TO DO
Go through the records and report each line in which the word "shield" occurs.

* * *

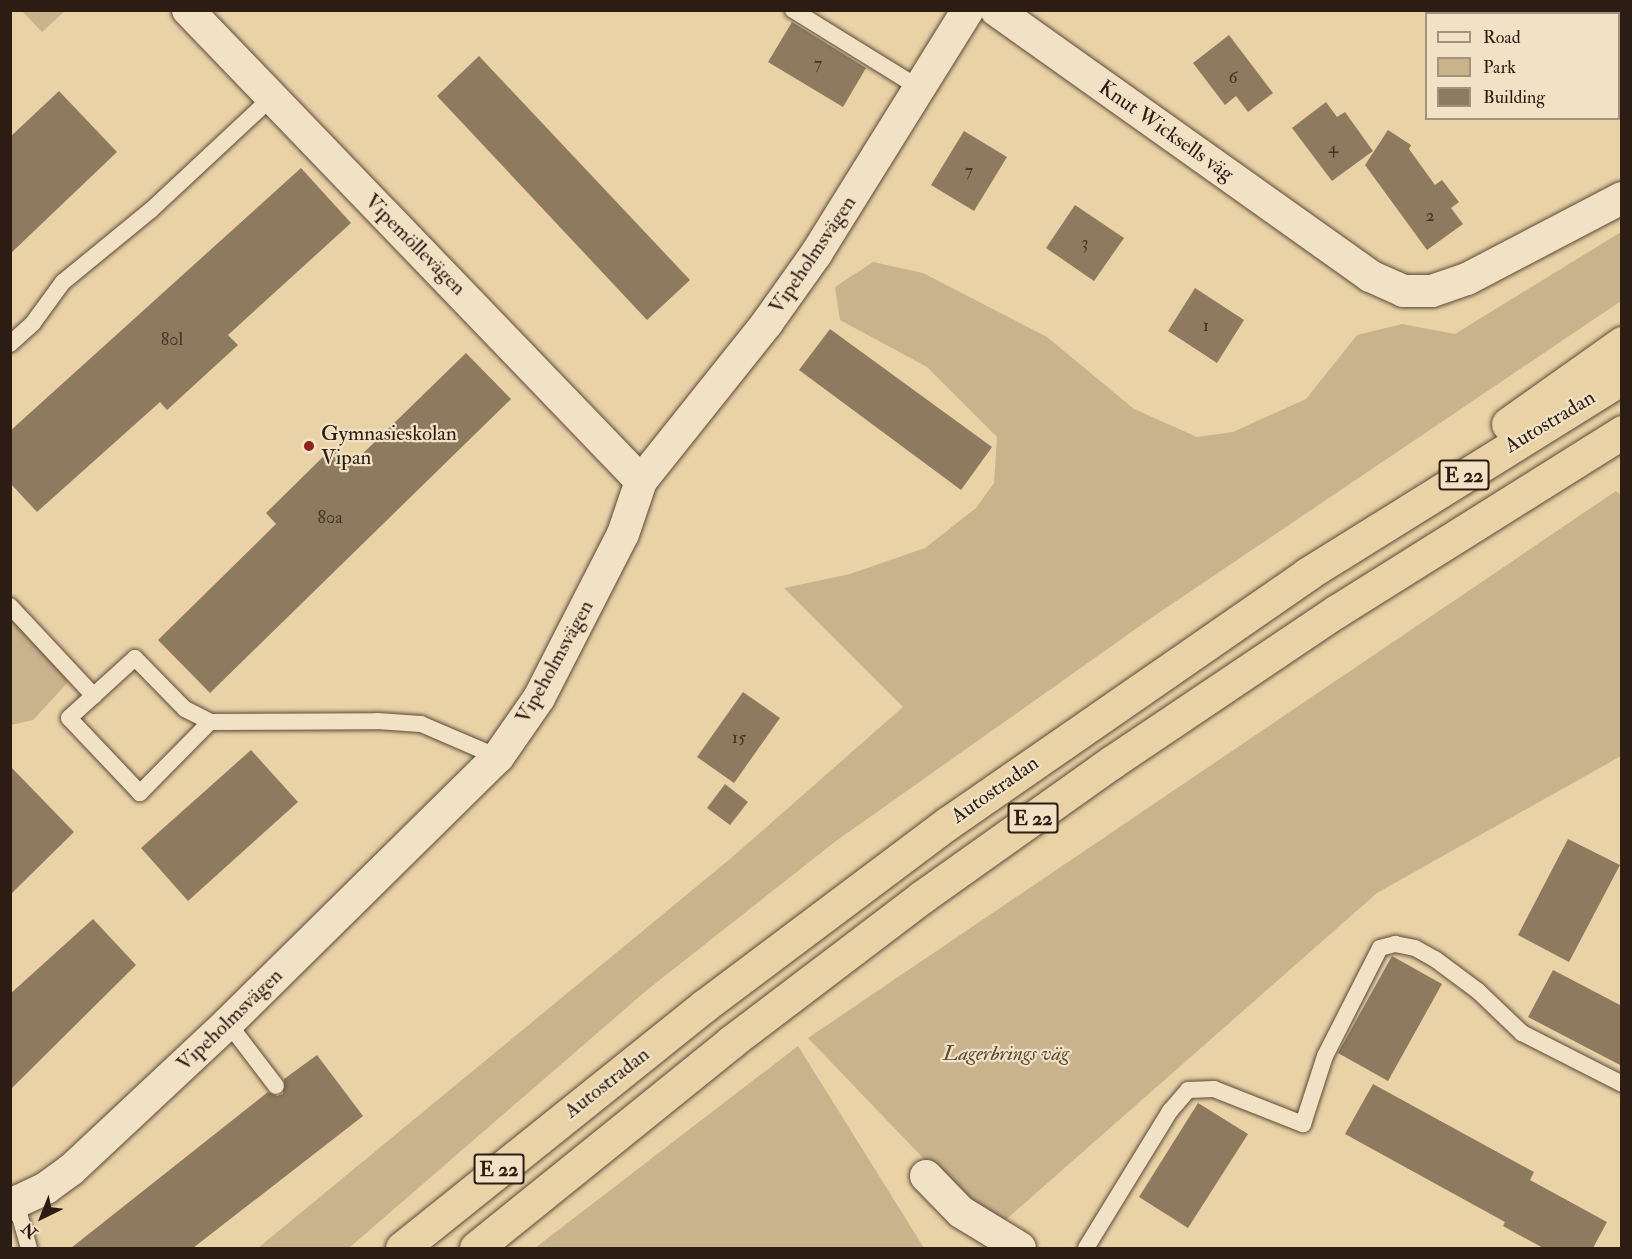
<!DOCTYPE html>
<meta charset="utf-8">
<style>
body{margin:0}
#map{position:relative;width:1632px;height:1259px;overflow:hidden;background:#e9d2a6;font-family:"IM FELL Double Pica",serif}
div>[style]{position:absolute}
.green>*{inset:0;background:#c9b38d}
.building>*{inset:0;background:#8e7b5f}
.roads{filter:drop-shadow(0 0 2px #5b4a38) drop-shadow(0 0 2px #5b4a38)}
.lane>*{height:16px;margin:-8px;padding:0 8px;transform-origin:8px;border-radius:8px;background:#f1e2c5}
.street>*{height:32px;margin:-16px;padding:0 16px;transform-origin:16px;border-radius:16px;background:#f1e2c5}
.highway>*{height:33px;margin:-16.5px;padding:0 16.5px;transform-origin:16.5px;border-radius:16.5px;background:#e9d2a6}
.dots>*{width:16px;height:16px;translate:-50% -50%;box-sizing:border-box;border:3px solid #f1e2c5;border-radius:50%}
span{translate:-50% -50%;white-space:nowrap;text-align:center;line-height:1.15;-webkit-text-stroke:4.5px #f1e2c5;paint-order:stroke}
.number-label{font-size:18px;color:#443426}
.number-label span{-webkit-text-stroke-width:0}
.shield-label span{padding:2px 4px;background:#f1e2c5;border:2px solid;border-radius:4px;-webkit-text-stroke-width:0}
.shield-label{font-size:20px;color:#2c1c13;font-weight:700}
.street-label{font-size:21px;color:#2c1c13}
.poi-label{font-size:21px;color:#2c1c13}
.left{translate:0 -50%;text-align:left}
.park-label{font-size:21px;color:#5b4938;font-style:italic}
.frame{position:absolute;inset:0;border:12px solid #2c1c13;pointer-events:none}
.legend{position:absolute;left:1425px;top:12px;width:195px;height:108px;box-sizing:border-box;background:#f1e2c5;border:2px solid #a2937e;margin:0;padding:8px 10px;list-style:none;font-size:18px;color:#2c1c13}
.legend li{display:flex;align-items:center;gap:12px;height:30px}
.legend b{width:30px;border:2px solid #a2937e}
.north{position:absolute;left:12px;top:1187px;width:60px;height:60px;-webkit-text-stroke:4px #f1e2c5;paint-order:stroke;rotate:223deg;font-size:16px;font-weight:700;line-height:24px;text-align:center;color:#2c1c13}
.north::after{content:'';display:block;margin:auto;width:21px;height:27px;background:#2c1c13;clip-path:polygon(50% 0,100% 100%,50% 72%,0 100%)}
</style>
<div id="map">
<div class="green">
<div style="clip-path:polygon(22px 11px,65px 11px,42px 32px)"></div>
<div style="clip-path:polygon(1621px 232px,1621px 301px,1154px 616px,836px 841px,647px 990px,349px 1248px,258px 1248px,730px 859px,903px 707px,784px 588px,850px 574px,925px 548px,976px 508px,994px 483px,997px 437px,927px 367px,840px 320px,835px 287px,873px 262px,923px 273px,1047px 337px,1134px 409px,1197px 437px,1233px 432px,1306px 399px,1357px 335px,1402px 324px,1455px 334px)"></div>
<div style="clip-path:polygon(1616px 491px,1621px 495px,1621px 756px,1377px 893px,993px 1231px,808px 1038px)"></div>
<div style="clip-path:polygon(15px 618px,70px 680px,33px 720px,11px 725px,10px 623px)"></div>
<div style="clip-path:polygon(798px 1046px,924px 1248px,534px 1248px,535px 1248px)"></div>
</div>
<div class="building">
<div style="clip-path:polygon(792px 22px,866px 68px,843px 107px,768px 62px)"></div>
<div style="clip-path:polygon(1229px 35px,1273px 93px,1248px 112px,1236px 96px,1225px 105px,1193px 63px)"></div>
<div style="clip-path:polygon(479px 56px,690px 280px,647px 320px,437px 96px)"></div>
<div style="clip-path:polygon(59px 91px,117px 152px,10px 254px,10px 137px)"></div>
<div style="clip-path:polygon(1326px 102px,1337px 117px,1345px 112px,1373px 151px,1332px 181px,1292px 128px)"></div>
<div style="clip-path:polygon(1388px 130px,1411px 145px,1409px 149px,1435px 185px,1442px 180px,1459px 202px,1451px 208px,1463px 224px,1427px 250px,1365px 165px)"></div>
<div style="clip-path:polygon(964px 131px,1007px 157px,974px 211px,931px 185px)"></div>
<div style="clip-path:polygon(301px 168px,351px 223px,228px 335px,238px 345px,167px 410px,160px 402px,37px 512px,10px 483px,10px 431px)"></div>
<div style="clip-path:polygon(1075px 205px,1124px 238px,1094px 281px,1046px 248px)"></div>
<div style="clip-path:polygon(1195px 288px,1244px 320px,1217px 363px,1168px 331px)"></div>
<div style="clip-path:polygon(830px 329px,992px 447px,961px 490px,799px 370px)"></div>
<div style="clip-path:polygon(466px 353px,511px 399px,210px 693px,158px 640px,276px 524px,266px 513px,332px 448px,350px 466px)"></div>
<div style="clip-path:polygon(743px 692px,780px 718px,734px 783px,697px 757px)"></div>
<div style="clip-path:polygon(251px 750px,298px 802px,188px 901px,141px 848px)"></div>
<div style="clip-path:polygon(10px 766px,74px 832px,10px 895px)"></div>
<div style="clip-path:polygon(725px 784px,748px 802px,730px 825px,707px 808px)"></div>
<div style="clip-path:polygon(1568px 839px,1620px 865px,1569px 962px,1518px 935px)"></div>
<div style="clip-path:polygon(93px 919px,136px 965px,10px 1090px,10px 994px)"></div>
<div style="clip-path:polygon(1392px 956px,1442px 984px,1388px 1081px,1338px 1053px)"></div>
<div style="clip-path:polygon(1553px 970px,1622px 1006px,1622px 1066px,1528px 1017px)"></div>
<div style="clip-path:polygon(317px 1055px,363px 1116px,193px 1248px,71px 1248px,268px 1092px,277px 1096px,283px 1094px,284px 1079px)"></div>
<div style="clip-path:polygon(1373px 1084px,1534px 1172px,1530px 1180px,1607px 1222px,1593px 1248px,1543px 1248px,1503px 1226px,1505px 1222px,1345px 1134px)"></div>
<div style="clip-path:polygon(1198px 1103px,1248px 1134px,1188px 1228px,1139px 1197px)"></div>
</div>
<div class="roads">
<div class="lane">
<div style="left:793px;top:10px;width:150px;rotate:31.7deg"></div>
<div style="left:10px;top:344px;width:31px;rotate:-42deg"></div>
<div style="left:33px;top:323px;width:51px;rotate:-53.8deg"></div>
<div style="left:63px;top:282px;width:114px;rotate:-39.3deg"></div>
<div style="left:151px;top:210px;width:164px;rotate:-43deg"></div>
<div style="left:10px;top:606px;width:123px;rotate:47deg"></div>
<div style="left:210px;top:722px;width:100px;rotate:134.6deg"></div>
<div style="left:140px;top:793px;width:103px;rotate:-133.4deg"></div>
<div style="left:69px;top:718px;width:89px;rotate:-42.3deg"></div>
<div style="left:135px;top:658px;width:71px;rotate:45.6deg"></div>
<div style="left:185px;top:709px;width:28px;rotate:27deg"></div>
<div style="left:210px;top:722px;width:167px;rotate:-0.3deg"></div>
<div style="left:377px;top:721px;width:44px;rotate:3.9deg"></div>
<div style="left:421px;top:724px;width:84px;rotate:23.2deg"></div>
<div style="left:228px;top:1023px;width:79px;rotate:52.7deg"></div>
<div style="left:16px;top:1203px;width:47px;rotate:73.9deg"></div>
<div style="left:1086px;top:1248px;width:161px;rotate:-58.5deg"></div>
<div style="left:1170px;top:1111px;width:28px;rotate:-49deg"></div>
<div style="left:1188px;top:1090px;width:26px;rotate:-2deg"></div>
<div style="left:1214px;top:1089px;width:96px;rotate:21.5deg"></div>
<div style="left:1303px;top:1124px;width:71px;rotate:-72.1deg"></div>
<div style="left:1325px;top:1056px;width:121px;rotate:-63deg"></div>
<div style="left:1380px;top:948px;width:16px;rotate:-15deg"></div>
<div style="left:1395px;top:944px;width:20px;rotate:11deg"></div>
<div style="left:1415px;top:948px;width:23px;rotate:29deg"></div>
<div style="left:1435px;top:959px;width:54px;rotate:36.7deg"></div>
<div style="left:1478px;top:991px;width:61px;rotate:43.7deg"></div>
<div style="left:1522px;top:1033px;width:112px;rotate:27deg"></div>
</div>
<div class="street">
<div style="left:188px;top:10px;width:653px;rotate:46.12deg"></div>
<div style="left:996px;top:10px;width:459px;rotate:35.4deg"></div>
<div style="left:1370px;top:276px;width:36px;rotate:24deg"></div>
<div style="left:1403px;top:291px;width:29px"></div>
<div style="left:1432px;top:291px;width:37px;rotate:-19deg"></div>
<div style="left:1467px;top:279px;width:175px;rotate:-27.6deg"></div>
<div style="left:926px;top:1176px;width:50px;rotate:45.8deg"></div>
<div style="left:961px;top:1212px;width:69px;rotate:31.4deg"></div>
<div style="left:10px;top:1205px;width:40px;rotate:-25deg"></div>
<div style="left:46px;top:1188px;width:31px;rotate:-36deg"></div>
<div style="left:71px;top:1170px;width:215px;rotate:-43.1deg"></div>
<div style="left:228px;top:1023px;width:379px;rotate:-44.6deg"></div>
<div style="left:498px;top:757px;width:72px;rotate:-55.2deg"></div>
<div style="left:539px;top:698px;width:184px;rotate:-62.9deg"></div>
<div style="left:623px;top:534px;width:56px;rotate:-71.2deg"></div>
<div style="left:641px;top:481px;width:202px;rotate:-51.4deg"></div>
<div style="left:767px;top:323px;width:85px;rotate:-54.6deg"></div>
<div style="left:816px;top:254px;width:287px;rotate:-58.1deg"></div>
</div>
<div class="highway">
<div style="left:1508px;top:424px;width:140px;rotate:-35.4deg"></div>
<div style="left:402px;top:1248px;width:387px;rotate:-38.7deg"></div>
<div style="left:704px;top:1006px;width:305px;rotate:-36.9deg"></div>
<div style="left:948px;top:823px;width:437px;rotate:-34.7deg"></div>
<div style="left:1307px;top:574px;width:371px;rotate:-31.9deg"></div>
<div style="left:476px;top:1248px;width:328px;rotate:-38.9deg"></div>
<div style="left:731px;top:1042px;width:240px;rotate:-37.2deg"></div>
<div style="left:922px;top:897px;width:233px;rotate:-35.4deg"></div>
<div style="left:1112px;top:762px;width:271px;rotate:-33.9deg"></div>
<div style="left:1337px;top:611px;width:337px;rotate:-32.1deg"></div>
</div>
</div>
<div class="dots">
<div style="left:309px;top:446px;background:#8f2418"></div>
</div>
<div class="number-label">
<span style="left:818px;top:64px">7</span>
<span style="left:1233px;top:78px">6</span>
<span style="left:1333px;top:148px">4</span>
<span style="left:969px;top:171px">7</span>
<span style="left:1430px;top:216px">2</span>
<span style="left:1085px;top:243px">3</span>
<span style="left:1206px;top:326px">1</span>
<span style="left:172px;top:340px">80l</span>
<span style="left:330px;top:518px">80a</span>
<span style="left:739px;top:738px">15</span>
</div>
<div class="shield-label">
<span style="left:1464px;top:475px">E 22</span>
<span style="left:1033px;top:818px">E 22</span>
<span style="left:499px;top:1169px">E 22</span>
</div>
<div class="street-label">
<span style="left:1166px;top:131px;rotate:35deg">Knut Wicksells väg</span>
<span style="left:415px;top:245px;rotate:45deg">Vipemöllevägen</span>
<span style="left:813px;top:255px;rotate:-56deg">Vipeholmsvägen</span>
<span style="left:1550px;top:422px;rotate:-31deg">Autostradan</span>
<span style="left:555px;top:662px;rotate:-61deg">Vipeholmsvägen</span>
<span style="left:995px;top:790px;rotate:-35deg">Autostradan</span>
<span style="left:230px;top:1020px;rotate:-44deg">Vipeholmsvägen</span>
<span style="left:607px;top:1083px;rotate:-38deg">Autostradan</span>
</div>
<div class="poi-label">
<span class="left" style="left:321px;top:446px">Gymnasieskolan<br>Vipan</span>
</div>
<div class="park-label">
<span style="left:1006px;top:1054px">Lagerbrings väg</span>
</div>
<div class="frame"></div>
<ul class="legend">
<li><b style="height:8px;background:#f1e2c5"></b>Road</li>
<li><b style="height:16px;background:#c9b38d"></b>Park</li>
<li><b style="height:16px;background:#8e7b5f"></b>Building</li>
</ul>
<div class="north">N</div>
</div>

* * *

RESPONSE TO THE TASK
.shield-label span{padding:2px 4px;background:#f1e2c5;border:2px solid;border-radius:4px;-webkit-text-stroke-width:0}
.shield-label{font-size:20px;color:#2c1c13;font-weight:700}
<div class="shield-label">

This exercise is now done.